Above: Taking a moment to enjoy the countryside on our leadership retreat
My name is Rebecca and I joined Women for Refugee Women’s network less than two years ago. In that time, my confidence has really grown. This is my story.
Before joining Women for Refugee Women I was very shy and I had lost all hope of living a normal life. I was very lonely and hopeless. I had been waiting for a decision on my asylum claim for a long time and I felt that everyone in this country had rejected me. I had no friends, no one to turn to for help. Nothing was working out the right way for me and it was very hard for me to fit in with society.
This all changed for me when I met Women for Refugee Women because I have had opportunities and training.
I was introduced by a friend to one of the drop in sessions. I joined the English language class and came back every week. There is a lot I have learnt about the history and culture of the UK. These classes have opened me up further to be able to feel included in society. I have excelled in that class and I even got an award for being the Star Pupil.
After three months of joining the group, I was so was lucky to be invited to attend a leadership training retreat with seven other refugee women. By the end of this training, I felt much more confident. I felt accepted.

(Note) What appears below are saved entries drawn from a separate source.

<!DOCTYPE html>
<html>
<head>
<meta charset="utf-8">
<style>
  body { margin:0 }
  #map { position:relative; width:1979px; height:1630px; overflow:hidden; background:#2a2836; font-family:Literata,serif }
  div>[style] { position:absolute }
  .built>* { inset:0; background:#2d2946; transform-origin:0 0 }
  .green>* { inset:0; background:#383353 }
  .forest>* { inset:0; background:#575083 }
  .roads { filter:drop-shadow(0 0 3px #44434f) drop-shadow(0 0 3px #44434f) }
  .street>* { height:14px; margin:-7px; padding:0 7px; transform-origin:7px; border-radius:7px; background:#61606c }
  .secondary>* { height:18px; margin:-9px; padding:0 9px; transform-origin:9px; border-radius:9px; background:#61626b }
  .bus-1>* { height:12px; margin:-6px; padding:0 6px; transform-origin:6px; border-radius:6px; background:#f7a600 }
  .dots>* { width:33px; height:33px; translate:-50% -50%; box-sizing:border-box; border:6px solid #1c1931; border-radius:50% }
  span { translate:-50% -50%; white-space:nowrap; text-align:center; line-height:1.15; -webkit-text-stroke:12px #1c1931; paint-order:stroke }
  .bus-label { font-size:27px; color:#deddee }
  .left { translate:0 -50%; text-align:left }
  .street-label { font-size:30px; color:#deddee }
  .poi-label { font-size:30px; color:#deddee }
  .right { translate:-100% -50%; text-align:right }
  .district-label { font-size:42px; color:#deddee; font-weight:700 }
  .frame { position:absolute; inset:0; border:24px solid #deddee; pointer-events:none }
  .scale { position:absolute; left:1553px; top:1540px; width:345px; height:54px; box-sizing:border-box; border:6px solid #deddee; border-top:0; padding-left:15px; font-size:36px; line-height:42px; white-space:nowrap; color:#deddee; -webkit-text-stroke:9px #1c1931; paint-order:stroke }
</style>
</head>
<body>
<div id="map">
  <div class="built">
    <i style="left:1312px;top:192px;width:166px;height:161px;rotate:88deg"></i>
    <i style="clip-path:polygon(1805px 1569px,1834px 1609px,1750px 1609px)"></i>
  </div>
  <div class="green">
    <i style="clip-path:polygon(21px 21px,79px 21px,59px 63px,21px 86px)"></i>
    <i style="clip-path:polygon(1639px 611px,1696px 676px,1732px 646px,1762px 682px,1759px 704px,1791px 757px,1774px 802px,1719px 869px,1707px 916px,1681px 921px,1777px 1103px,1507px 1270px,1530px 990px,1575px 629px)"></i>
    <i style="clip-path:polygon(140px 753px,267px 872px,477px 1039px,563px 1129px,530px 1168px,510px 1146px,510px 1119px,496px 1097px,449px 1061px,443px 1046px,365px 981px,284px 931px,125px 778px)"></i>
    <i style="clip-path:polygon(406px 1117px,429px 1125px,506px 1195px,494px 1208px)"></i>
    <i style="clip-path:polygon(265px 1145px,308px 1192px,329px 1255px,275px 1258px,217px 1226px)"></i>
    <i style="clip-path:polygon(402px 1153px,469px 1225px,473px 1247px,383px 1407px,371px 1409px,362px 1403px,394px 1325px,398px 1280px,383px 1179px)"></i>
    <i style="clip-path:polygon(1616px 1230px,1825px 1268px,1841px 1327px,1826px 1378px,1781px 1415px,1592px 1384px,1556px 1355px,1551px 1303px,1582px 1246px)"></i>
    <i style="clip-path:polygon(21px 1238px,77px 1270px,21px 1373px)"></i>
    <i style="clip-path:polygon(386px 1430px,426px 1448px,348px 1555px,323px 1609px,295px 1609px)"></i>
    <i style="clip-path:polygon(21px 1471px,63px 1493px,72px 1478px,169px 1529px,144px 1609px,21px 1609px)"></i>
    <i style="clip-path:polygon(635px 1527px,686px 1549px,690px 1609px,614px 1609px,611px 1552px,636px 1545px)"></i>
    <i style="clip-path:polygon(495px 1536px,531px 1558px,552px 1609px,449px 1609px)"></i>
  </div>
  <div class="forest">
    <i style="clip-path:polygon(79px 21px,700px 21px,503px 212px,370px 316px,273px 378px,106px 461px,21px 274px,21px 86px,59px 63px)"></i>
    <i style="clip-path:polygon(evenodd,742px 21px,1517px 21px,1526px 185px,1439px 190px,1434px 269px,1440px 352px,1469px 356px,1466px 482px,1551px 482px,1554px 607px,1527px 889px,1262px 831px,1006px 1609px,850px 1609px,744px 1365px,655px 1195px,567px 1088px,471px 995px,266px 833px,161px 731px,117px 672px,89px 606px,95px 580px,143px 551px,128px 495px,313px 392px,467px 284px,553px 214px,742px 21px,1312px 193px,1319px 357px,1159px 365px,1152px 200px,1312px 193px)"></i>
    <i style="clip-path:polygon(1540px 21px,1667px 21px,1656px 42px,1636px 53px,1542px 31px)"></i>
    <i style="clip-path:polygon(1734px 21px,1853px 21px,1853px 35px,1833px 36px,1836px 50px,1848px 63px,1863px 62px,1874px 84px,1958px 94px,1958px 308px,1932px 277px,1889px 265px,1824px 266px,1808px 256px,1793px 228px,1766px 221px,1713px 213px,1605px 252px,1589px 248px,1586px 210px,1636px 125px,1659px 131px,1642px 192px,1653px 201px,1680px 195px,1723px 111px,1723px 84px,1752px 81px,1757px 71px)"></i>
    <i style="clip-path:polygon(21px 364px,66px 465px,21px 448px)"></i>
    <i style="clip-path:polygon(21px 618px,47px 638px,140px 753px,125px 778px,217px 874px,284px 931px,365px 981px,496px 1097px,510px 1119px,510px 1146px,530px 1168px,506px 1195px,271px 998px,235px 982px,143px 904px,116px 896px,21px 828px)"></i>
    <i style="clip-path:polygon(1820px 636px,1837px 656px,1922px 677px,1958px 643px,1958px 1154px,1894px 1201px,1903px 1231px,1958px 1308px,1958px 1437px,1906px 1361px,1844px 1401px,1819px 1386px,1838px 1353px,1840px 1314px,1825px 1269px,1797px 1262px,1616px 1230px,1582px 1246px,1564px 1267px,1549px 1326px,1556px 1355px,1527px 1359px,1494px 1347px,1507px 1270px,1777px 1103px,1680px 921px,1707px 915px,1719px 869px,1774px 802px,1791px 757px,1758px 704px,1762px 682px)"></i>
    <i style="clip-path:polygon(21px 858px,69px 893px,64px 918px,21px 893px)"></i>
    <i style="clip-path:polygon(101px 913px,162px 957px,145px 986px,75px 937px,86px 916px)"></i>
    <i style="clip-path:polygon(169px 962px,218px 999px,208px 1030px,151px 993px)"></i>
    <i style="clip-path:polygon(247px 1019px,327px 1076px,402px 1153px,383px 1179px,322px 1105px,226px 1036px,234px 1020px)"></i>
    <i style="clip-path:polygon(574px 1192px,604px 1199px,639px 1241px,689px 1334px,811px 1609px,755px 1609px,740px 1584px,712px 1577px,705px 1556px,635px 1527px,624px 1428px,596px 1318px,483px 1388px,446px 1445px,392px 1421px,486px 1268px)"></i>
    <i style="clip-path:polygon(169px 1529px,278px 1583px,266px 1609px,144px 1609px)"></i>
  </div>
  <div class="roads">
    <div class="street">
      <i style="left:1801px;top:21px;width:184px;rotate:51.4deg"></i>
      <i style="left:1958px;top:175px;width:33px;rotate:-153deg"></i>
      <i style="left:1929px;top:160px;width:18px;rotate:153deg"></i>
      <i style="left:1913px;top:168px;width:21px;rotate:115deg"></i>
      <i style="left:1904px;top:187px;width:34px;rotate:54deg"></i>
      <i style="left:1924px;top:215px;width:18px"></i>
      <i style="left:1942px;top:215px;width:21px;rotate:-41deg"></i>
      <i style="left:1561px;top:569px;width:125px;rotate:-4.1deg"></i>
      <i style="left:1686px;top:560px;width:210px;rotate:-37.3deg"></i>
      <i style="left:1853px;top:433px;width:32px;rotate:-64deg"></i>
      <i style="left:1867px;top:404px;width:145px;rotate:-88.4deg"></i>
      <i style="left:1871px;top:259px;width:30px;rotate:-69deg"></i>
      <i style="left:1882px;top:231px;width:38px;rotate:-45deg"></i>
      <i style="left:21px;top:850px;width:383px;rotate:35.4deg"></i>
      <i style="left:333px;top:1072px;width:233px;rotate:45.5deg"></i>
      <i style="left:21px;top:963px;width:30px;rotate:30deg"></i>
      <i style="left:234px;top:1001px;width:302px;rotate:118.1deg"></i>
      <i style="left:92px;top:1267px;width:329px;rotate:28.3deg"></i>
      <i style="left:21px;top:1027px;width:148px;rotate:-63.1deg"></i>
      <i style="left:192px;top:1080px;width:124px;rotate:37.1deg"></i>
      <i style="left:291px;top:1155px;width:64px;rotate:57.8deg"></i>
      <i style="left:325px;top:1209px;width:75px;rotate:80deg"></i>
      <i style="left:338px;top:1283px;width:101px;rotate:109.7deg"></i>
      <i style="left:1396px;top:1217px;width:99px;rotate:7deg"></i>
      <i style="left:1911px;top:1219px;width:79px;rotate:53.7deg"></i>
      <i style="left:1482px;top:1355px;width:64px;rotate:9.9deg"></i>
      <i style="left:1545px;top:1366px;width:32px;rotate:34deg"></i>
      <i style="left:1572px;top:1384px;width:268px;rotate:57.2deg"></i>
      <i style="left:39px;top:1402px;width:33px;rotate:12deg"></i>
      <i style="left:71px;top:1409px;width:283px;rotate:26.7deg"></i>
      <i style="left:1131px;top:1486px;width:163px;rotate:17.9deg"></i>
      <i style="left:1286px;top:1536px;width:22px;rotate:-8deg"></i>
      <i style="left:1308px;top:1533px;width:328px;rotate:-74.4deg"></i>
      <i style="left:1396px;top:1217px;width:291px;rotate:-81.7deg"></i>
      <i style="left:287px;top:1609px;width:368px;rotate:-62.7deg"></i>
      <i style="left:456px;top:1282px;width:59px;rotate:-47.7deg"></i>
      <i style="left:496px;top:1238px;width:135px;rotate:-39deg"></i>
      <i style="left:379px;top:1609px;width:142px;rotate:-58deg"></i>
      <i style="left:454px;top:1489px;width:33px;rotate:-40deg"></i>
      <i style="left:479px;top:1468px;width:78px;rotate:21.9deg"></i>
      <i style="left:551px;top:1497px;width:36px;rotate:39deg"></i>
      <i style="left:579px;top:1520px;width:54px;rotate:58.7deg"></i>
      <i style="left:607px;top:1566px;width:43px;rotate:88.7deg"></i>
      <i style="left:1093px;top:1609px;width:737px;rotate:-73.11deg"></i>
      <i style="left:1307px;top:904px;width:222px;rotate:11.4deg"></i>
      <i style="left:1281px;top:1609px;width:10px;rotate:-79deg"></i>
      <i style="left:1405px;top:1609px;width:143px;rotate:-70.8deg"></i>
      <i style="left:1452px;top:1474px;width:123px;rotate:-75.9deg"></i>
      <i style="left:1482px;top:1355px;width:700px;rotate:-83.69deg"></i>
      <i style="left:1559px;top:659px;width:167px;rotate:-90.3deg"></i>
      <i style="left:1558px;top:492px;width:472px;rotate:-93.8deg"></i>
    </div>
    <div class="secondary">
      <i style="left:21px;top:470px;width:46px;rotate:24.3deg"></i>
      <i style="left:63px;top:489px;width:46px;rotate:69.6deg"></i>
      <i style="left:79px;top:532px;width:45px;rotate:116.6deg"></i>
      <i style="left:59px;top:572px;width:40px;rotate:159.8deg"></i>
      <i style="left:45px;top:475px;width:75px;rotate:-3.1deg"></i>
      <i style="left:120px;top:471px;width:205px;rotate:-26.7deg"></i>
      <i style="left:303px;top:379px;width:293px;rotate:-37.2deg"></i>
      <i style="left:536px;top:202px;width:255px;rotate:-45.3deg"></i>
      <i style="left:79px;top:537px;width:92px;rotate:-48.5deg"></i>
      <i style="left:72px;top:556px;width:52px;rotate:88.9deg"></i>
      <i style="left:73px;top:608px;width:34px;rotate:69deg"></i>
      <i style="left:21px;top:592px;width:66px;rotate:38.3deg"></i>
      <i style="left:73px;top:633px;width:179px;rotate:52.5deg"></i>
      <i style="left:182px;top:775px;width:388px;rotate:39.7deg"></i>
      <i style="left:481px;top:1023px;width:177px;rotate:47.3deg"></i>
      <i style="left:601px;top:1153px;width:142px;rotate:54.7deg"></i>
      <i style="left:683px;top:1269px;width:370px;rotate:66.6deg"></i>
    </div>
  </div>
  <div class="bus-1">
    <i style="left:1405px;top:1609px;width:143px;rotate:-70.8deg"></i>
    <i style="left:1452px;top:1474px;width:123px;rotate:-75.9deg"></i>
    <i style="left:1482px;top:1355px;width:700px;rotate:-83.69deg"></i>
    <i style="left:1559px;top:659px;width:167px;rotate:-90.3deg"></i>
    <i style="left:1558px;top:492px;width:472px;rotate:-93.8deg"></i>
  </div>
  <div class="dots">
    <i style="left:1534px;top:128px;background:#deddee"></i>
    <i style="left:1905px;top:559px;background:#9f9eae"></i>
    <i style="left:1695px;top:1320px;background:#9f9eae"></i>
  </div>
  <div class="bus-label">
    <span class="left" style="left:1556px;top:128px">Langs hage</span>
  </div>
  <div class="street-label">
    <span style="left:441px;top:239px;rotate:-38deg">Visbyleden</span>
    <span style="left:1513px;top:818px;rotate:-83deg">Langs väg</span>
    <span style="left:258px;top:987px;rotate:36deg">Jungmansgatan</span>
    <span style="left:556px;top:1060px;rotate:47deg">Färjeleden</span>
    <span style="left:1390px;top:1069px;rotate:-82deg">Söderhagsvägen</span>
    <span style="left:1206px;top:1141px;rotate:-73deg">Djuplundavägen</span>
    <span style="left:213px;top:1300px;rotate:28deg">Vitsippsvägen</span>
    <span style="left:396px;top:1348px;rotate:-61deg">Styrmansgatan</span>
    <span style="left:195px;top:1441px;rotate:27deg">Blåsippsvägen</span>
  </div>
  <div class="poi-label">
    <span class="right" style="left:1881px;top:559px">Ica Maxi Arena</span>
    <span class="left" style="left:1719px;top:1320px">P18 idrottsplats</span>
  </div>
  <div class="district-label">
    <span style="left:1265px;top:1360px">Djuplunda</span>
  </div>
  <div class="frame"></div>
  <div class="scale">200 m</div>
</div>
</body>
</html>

After that I was invited to join the drama group. One of the ladies running the leadership course was the drama facilitator and she made me feel that I had lots to contribute. Every Friday we have drama sessions at the Southbank Centre, where we write poetry about our experiences and create performances together. This has improved my mental wellbeing tremendously.
I started to say ‘yes’ to every opportunity and soon joined a sewing and handcrafts course that took place at the Breakfast Club. This was so relaxing and fun! I also joined a five-week course called ‘Telling Your Story with a Purpose’ that was run by Ginger Public Speaking. I was inspired to listen to other women’s stories and it made me feel that I am not alone.
Because of all these new skills that I was developing, I started to go and visit other refugee women’s groups and universities to co-facilitate drama workshops. As part of a group of four women, I was invited by Trust for London to facilitate a workshop for people working in different charities about how to enable people with lived experience to lead campaigns. We attended a comprehensive facilitation course along with people from two other charities: On Road Media and Revolving Doors. On 10 July 2018, we ran a big workshop called ‘Making Space for Us’. I enjoyed using my experience to help other organisations to think about how they can empower the people they work with.
From all this training I have got new skills and my self-confidence has improved tremendously. I now feel bold enough to share my experience and represent other refugee and asylum-seeking women on different platforms.
Now I feel that I am not just a number but a valued person who can contribute and share my experience with wide audiences to increase understanding about the experiences of refugees. It is important that people can speak from their own experience, because if you have gone through it personally you can portray a better picture of what it is like to seek safety.
I am so grateful for the total support of Women for Refugee Women. I would not have been able to achieve any of this without the travel expenses that they always provide. I know that when I come, I am assured of a warm meal or snacks. It’s not just about creating opportunities but also enabling women to take part. We are now a family and we support one another when we meet.
Of course there have been challenges along the way. For me, the biggest challenge has been destitution. It has been a very big problem for me. I’m still waiting for my decision from the Home Office but at the moment I’m waiting from a different perspective. Before I joined Women for Refugee Women I had lost all hope but now I have regained my confidence and I have learnt more information concerning my rights. Now I know where to go and what to do.
My highlight on this journey is when the drama group performed our poetry at an event and afterwards we had to step up and go on the panel for the question and answer session. I really felt powerful and in control, and confident that I could come up with good answers that everyone was ready to listen to.
To other refugee women in my situation I would say, don’t hide away, there are opportunities available and you have so much potential. We refugee women are capable of sharing our stories and leading campaigns for a fairer world, we just need to be given the chance!